'Very emotional': Brain-scanning tech gives kids with disabilities new powers
But for kids with disabilities in Ontario, it's an emerging reality that's helping them connect with the world around them in unprecedented ways.
For 10-year-old Irelynn, who's non-verbal and has limited mobility, it means she can make a toy play music just by thinking about clapping.
"Probably the best thing I've ever seen," says her dad, Jeff.
Out of respect for the family's safety concerns, CBC is withholding Irelynn and her father's last name from this story.
The technology, known as brain computer interface (BCI), relies on a black headset equipped with several circular sensors that listen to electrical signals inside Irelynn's head.
"She has taught software to recognize a particular command thought," says Susannah Van Damme, an occupational therapist and the team lead of the clinical BCI program at Holland Bloorview Kids Rehabilitation Hospital in Toronto.
"So for Irelynn, she loves applause, she loves clapping, so that was the first command thought that we worked with."
Van Damme led the recent session with Irelynn at the John McGivney Children's Centre in Windsor, Ont. The centre, which provides services and care to local kids with disabilities, is among the first in the province to train with the tool.
A $30 million donation from the Slaight Family Foundation late last year is helping spread the technology beyond Holland Bloorview, which pioneered it.
Jodi Fischer, manager for occupational therapy and physiotherapy at McGivney, says the training is in the early stages, but that it's been "very exciting" so far.
"They see a way that they get to control their environment […] in a way that they've never been able to do in lots of instances," she says.

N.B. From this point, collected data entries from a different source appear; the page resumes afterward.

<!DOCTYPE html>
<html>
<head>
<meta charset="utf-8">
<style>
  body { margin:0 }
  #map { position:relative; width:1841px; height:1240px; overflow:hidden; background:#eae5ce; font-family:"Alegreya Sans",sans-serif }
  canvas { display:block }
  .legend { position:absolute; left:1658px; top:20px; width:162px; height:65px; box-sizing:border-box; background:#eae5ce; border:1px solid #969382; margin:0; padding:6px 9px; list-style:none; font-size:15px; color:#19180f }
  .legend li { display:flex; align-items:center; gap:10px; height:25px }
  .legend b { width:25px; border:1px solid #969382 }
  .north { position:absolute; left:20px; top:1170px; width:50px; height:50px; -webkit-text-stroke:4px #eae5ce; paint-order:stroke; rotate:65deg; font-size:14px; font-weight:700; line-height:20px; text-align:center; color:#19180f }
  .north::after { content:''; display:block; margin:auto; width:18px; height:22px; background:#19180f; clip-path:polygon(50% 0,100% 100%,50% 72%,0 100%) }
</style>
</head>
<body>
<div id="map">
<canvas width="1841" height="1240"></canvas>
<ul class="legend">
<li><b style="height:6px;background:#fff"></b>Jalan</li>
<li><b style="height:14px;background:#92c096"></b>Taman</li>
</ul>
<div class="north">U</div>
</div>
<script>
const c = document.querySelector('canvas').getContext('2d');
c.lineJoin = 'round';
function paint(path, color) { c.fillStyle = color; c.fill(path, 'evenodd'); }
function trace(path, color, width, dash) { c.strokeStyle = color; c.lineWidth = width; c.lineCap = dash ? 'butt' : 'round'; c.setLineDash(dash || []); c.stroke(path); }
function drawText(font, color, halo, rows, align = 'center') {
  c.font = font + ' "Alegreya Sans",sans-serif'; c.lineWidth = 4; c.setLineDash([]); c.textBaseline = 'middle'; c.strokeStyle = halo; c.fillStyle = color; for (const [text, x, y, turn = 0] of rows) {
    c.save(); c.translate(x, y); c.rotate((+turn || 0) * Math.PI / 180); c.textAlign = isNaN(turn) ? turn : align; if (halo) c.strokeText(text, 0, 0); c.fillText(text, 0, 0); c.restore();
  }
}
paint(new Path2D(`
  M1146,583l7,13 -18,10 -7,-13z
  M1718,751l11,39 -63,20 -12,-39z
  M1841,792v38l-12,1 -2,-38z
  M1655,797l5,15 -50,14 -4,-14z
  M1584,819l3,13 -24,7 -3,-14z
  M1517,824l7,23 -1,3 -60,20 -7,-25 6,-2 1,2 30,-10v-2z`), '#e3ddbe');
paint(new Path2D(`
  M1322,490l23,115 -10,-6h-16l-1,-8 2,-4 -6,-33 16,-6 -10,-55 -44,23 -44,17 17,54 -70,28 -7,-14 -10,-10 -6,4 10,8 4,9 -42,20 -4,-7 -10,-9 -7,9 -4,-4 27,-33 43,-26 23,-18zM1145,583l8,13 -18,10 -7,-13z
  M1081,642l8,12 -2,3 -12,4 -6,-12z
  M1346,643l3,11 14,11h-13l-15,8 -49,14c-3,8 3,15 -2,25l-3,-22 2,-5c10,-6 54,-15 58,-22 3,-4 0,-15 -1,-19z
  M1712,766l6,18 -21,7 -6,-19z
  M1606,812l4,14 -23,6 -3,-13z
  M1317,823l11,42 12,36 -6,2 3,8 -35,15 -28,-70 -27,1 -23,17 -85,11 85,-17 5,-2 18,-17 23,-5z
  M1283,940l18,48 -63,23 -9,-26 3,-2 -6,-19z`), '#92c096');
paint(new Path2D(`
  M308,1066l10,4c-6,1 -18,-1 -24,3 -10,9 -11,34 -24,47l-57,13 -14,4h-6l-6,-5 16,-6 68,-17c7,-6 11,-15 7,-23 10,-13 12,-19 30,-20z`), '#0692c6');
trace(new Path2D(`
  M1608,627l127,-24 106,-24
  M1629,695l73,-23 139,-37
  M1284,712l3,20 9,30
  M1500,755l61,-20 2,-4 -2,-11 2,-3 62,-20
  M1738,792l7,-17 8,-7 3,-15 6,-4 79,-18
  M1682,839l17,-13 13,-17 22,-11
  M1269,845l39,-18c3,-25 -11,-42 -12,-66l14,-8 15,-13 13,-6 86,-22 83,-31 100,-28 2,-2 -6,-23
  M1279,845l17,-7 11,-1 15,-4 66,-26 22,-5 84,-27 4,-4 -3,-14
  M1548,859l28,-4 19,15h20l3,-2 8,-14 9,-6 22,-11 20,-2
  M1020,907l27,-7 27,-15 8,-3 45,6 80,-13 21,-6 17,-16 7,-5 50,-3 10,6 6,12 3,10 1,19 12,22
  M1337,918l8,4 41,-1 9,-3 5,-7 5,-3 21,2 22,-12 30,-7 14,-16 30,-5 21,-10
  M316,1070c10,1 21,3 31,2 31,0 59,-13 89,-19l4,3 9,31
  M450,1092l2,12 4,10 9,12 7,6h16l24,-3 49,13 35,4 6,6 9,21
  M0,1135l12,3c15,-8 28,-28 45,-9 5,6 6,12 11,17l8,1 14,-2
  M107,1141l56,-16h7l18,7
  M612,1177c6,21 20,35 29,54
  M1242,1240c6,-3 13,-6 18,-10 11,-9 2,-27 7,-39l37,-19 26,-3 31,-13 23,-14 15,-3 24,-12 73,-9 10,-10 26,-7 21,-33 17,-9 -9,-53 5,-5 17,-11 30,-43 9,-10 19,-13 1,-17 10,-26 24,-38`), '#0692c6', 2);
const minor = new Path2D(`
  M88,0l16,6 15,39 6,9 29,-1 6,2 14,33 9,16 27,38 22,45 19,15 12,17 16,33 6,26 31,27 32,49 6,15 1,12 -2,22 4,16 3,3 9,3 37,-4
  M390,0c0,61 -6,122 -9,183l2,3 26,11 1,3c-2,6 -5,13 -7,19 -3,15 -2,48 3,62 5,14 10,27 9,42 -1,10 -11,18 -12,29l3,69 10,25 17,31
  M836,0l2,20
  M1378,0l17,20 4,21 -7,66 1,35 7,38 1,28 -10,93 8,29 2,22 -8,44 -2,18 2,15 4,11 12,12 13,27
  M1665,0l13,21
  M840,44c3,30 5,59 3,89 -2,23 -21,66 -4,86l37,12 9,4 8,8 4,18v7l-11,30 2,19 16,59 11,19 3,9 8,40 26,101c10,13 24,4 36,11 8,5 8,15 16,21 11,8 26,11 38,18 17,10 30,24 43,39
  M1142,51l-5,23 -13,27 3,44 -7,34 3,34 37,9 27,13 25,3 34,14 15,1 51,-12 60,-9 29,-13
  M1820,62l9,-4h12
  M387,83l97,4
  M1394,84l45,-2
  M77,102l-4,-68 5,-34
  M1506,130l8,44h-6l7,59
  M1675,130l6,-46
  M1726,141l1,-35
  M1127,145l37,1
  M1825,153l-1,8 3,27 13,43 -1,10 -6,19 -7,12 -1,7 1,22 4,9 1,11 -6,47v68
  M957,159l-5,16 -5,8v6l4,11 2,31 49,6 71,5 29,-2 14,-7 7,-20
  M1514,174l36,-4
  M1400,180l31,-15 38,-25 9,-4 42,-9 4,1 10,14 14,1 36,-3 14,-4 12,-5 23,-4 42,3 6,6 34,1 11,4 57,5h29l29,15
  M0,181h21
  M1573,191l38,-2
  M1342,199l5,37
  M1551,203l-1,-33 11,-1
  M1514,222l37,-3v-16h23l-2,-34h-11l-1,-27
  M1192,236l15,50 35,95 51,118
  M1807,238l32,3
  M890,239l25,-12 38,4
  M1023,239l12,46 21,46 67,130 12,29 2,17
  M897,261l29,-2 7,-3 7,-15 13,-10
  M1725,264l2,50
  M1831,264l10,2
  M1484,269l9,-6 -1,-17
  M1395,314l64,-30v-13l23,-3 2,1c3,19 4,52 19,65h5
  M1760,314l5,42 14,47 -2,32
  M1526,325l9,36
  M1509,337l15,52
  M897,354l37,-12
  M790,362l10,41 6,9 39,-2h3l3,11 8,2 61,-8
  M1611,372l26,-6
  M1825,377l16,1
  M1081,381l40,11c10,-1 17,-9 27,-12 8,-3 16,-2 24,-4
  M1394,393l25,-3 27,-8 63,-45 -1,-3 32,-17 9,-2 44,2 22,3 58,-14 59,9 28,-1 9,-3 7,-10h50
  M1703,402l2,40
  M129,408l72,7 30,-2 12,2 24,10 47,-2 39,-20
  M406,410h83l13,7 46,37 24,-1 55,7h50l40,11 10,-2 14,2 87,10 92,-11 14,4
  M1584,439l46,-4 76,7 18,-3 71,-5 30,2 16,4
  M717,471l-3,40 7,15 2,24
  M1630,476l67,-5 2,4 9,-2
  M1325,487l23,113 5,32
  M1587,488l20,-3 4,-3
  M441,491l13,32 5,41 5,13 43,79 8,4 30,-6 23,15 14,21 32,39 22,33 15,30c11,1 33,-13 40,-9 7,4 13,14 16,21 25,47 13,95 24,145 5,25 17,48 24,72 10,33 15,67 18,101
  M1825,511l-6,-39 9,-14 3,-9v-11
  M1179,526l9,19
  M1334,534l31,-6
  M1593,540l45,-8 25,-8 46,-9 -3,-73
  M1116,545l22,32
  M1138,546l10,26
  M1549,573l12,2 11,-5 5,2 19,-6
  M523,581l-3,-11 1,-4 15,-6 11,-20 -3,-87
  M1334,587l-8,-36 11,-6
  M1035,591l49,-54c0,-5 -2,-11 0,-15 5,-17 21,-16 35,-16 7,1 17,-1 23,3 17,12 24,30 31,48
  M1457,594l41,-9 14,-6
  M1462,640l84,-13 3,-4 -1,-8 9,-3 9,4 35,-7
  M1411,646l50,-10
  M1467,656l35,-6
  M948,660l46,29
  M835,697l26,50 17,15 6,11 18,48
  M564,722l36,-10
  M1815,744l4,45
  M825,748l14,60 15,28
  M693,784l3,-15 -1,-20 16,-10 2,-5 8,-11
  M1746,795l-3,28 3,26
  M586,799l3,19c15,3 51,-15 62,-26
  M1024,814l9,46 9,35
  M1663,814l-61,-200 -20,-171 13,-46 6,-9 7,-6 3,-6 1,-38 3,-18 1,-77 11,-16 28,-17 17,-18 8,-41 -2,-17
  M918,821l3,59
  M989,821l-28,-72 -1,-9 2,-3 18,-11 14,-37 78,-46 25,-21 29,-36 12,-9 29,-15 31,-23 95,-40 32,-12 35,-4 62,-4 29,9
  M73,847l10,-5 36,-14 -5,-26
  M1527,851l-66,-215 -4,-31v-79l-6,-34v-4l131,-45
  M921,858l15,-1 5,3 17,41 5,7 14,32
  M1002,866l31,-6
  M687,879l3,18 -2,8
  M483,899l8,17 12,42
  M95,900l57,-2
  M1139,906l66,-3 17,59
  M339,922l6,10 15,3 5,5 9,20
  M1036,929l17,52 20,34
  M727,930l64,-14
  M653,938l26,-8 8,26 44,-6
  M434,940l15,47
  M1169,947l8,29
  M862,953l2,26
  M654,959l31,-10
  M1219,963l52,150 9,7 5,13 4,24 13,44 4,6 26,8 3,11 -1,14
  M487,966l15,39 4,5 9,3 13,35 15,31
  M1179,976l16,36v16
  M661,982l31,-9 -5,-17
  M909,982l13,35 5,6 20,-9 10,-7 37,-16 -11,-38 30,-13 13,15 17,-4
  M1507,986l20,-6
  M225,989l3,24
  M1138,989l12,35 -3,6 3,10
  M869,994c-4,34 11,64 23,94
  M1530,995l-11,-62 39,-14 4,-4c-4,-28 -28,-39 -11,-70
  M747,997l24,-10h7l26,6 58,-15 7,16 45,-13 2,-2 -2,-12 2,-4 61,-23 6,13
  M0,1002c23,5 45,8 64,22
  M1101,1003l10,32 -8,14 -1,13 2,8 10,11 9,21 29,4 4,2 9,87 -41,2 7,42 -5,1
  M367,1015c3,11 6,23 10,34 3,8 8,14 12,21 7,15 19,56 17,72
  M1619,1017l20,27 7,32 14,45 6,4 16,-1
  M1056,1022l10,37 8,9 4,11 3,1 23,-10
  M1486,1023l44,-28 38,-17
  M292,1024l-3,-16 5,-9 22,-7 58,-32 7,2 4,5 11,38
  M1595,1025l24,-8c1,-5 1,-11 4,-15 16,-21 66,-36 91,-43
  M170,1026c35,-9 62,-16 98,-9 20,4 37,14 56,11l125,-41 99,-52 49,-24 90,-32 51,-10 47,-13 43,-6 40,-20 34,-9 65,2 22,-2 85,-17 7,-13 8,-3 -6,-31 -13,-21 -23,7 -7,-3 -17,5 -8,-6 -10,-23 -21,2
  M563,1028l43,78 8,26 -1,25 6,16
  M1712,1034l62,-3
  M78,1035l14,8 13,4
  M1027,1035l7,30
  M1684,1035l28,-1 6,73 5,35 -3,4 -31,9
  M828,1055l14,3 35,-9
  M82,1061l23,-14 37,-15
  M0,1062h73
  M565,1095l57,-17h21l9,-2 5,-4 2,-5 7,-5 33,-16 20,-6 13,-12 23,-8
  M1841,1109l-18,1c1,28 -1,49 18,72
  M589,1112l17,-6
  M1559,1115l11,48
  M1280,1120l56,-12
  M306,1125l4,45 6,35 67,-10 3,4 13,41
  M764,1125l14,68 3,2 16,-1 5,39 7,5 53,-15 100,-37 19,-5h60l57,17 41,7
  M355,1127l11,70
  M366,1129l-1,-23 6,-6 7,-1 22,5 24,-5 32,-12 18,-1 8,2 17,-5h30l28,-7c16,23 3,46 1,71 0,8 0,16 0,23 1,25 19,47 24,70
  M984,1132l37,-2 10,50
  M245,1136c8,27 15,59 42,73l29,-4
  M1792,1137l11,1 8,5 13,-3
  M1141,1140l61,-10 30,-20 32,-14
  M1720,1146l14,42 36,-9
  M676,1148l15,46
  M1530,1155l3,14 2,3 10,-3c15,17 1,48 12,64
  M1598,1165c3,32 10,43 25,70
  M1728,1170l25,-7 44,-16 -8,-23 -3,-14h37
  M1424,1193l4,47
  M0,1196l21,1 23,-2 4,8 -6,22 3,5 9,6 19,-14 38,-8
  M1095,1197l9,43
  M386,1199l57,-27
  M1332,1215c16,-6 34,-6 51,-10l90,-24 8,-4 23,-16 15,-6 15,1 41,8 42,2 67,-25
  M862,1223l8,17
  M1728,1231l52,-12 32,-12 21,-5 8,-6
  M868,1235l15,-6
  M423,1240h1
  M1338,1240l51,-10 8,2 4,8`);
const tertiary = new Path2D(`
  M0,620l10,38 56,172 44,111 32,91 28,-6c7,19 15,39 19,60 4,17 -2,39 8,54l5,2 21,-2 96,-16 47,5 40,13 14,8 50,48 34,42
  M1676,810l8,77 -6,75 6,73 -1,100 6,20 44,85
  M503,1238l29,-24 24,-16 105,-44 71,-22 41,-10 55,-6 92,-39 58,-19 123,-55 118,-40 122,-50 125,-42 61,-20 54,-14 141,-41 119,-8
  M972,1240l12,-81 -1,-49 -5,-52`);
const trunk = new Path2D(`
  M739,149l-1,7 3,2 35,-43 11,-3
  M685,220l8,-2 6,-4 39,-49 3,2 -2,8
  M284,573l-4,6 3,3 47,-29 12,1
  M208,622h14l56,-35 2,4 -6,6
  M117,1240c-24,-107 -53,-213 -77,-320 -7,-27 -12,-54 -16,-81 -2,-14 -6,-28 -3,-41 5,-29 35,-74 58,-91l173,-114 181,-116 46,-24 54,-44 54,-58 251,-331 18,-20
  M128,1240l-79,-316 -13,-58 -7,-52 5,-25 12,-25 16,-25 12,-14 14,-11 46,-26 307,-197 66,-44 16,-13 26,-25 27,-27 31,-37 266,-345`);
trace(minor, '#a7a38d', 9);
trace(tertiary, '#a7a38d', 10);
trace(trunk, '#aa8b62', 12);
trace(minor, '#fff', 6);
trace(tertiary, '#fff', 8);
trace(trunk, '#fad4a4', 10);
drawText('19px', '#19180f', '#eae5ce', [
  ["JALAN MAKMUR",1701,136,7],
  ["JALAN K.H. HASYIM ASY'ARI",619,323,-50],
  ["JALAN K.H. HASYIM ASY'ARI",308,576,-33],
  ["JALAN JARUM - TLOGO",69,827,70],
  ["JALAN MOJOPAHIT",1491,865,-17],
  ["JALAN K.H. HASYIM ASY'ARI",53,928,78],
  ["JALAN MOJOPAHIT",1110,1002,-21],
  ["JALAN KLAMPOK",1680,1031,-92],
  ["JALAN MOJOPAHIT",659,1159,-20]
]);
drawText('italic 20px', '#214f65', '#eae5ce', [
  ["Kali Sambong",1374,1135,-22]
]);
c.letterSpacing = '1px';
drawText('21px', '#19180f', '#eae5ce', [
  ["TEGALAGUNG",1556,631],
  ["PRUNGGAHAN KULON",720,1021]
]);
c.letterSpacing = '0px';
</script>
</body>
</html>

"It's giving them a tool that they didn't know was possible."
She said one boy she's worked with for years used the technology to make a machine throw a ball — something that could be integrated into a group program, or even allow him to play with his family in the future.
"It is very emotional, and we've seen that time and time again in different demos," she said.
The technology, built on decades of research at Holland Bloorview, is far from perfect. It takes a while for staff in the McGivney gymnasium to secure the headset and its multiple sensors in just the right spots on Irelynn.
But Irelynn, wearing pigtails and a red summer dress, sits calmly in her wheelchair. She's done this before.
"In order for us to get those signals, we need to make sure every electrode is making good contact with her skull," Van Damme said.
"So we have to move hair around. We have little felts that are soaked in saline solution so that salt helps with conductivity," she said. "And once we know that the headset is well connected, then we're able to move forward and train the system to recognize when she wants to activate a toy."
The current headsets were designed for adults, Van Damme says, so she hopes they can keep improving the technology.
But for Jeff, Irelynn's father, the device has already opened up their worlds. She was diagnosed with STXBP1 disorder, a rare genetic condition, when she was a toddler, he says.
"It just shows that children are capable of so much more than what we really know," he said.
Both Jeff and Fischer, the therapy manager at McGivney, said the tool gives them hope for what technology could do for people with disabilities in the future.
"Who knows where it will go?" she said.